[EXERCISE BRIEF]
Count up the lines below that hold "HERMES", then give that count by itself.

[SUPPLIED INFORMATION]
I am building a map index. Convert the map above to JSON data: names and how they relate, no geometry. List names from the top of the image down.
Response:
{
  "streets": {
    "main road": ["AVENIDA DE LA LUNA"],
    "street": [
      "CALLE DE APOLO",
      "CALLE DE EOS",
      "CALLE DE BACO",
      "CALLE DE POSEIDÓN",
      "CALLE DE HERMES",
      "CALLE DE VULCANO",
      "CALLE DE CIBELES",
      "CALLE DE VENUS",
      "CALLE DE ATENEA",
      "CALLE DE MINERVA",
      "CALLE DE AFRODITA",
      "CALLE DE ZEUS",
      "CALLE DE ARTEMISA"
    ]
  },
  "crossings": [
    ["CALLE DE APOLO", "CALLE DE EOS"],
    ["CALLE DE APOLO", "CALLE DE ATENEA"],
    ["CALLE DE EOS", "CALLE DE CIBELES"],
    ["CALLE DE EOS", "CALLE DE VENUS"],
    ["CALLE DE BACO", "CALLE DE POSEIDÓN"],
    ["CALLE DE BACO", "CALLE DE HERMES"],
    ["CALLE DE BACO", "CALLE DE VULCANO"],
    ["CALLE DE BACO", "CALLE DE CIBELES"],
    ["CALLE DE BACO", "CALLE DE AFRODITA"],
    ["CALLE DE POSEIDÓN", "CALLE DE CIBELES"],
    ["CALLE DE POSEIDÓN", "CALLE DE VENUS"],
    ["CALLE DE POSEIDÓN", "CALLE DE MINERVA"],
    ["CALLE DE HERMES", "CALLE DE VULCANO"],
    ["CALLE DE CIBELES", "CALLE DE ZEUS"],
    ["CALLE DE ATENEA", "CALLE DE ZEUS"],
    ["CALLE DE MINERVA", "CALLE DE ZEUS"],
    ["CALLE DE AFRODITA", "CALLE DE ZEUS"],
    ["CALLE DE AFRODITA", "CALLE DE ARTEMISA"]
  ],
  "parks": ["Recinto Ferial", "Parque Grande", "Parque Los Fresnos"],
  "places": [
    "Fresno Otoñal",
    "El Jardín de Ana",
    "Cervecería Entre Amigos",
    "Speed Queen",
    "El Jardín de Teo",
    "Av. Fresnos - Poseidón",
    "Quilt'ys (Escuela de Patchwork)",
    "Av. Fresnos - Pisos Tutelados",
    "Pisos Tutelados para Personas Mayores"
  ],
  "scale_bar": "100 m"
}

[WRITTEN SOLUTION]
3